*Your goal*.
Word for word, retype the first line of the records and every following line through the one containing "Annotation task. Summarize".
=== Input data ===
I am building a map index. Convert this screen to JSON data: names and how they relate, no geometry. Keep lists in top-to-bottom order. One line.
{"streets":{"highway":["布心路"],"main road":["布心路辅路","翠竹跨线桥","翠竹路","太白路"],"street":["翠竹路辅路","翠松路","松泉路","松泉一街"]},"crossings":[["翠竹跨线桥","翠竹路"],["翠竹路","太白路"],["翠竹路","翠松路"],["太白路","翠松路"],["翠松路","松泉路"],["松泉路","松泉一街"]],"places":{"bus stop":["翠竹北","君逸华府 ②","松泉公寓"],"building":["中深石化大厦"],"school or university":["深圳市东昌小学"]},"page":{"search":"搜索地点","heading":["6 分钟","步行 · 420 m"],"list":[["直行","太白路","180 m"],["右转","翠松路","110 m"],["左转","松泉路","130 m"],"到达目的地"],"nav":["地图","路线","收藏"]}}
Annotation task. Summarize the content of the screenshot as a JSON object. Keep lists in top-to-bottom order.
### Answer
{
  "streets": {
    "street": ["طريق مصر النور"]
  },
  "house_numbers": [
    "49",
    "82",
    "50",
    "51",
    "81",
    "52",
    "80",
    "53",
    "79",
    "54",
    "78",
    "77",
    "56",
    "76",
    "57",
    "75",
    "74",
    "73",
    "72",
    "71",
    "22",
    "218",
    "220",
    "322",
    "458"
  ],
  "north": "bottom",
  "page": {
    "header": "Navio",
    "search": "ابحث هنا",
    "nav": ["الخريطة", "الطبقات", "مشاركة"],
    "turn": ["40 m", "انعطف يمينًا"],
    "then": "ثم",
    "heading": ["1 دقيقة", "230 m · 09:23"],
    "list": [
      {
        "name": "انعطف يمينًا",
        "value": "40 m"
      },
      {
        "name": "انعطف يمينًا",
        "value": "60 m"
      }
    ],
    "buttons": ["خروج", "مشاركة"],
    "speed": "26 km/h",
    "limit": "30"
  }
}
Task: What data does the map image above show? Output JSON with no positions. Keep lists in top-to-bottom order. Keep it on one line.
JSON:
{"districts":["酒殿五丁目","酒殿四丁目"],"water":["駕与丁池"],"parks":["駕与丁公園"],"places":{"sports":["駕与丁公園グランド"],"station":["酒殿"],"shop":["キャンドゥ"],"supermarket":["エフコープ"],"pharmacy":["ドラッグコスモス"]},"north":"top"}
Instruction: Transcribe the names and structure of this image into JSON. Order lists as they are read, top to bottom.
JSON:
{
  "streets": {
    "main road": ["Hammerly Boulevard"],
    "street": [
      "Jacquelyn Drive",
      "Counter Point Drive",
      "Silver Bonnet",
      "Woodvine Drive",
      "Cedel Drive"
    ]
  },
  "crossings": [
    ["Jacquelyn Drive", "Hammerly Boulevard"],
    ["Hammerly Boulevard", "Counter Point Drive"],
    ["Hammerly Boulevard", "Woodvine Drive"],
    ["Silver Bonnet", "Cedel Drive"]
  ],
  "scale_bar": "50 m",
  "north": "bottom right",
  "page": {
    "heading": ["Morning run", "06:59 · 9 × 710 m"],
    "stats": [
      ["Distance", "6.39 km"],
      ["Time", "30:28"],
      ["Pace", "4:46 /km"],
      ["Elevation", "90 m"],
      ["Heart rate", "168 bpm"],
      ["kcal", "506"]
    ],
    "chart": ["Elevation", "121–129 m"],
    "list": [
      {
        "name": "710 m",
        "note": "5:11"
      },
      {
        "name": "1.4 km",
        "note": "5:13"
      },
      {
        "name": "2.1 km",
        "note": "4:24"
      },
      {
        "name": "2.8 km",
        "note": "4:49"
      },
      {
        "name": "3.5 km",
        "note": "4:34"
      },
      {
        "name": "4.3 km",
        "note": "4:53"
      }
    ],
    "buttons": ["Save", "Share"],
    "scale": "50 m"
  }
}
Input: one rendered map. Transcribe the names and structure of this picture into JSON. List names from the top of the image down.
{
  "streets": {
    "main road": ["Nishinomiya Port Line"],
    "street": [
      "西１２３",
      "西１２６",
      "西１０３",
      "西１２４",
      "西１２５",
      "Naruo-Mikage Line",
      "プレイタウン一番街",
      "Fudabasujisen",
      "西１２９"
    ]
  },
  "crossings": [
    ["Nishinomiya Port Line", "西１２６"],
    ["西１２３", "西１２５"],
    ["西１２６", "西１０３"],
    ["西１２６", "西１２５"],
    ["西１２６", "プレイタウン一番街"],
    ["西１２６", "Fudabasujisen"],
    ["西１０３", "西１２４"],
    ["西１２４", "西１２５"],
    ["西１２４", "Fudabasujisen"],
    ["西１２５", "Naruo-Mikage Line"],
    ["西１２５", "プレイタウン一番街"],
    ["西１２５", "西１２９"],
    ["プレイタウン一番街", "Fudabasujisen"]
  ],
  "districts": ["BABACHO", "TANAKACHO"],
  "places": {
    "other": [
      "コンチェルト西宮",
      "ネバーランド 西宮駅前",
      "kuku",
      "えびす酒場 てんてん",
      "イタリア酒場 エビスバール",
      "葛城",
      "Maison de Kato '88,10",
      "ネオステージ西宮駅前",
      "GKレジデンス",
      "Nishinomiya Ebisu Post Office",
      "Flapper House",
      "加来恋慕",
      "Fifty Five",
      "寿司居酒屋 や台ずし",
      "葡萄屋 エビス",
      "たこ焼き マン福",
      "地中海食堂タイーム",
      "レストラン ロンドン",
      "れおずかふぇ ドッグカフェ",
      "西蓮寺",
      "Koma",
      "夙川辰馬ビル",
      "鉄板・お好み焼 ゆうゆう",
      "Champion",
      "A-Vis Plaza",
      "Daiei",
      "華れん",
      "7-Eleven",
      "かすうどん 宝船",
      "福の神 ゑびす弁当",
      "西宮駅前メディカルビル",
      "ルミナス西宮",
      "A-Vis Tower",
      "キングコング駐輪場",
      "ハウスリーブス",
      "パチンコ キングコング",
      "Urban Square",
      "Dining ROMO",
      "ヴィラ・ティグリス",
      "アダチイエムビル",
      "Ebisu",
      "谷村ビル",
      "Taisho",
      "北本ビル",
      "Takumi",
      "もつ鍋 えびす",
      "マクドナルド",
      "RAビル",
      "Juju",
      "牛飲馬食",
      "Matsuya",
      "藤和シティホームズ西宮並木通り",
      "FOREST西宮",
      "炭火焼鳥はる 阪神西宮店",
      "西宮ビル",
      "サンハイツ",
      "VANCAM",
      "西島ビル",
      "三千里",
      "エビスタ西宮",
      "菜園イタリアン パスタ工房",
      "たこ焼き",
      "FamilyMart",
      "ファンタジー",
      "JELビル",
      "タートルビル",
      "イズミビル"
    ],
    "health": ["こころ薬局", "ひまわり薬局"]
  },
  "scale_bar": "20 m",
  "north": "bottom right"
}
===
*Result for this exercise*.
I am building a map index. Convert this screen to JSON data: names and how they relate, no geometry. Keep lists in top-to-bottom order. One line.
{"streets":{"highway":["布心路"],"main road":["布心路辅路","翠竹跨线桥","翠竹路","太白路"],"street":["翠竹路辅路","翠松路","松泉路","松泉一街"]},"crossings":[["翠竹跨线桥","翠竹路"],["翠竹路","太白路"],["翠竹路","翠松路"],["太白路","翠松路"],["翠松路","松泉路"],["松泉路","松泉一街"]],"places":{"bus stop":["翠竹北","君逸华府 ②","松泉公寓"],"building":["中深石化大厦"],"school or university":["深圳市东昌小学"]},"page":{"search":"搜索地点","heading":["6 分钟","步行 · 420 m"],"list":[["直行","太白路","180 m"],["右转","翠松路","110 m"],["左转","松泉路","130 m"],"到达目的地"],"nav":["地图","路线","收藏"]}}
Annotation task. Summarize the content of the screenshot as a JSON object. Keep lists in top-to-bottom order.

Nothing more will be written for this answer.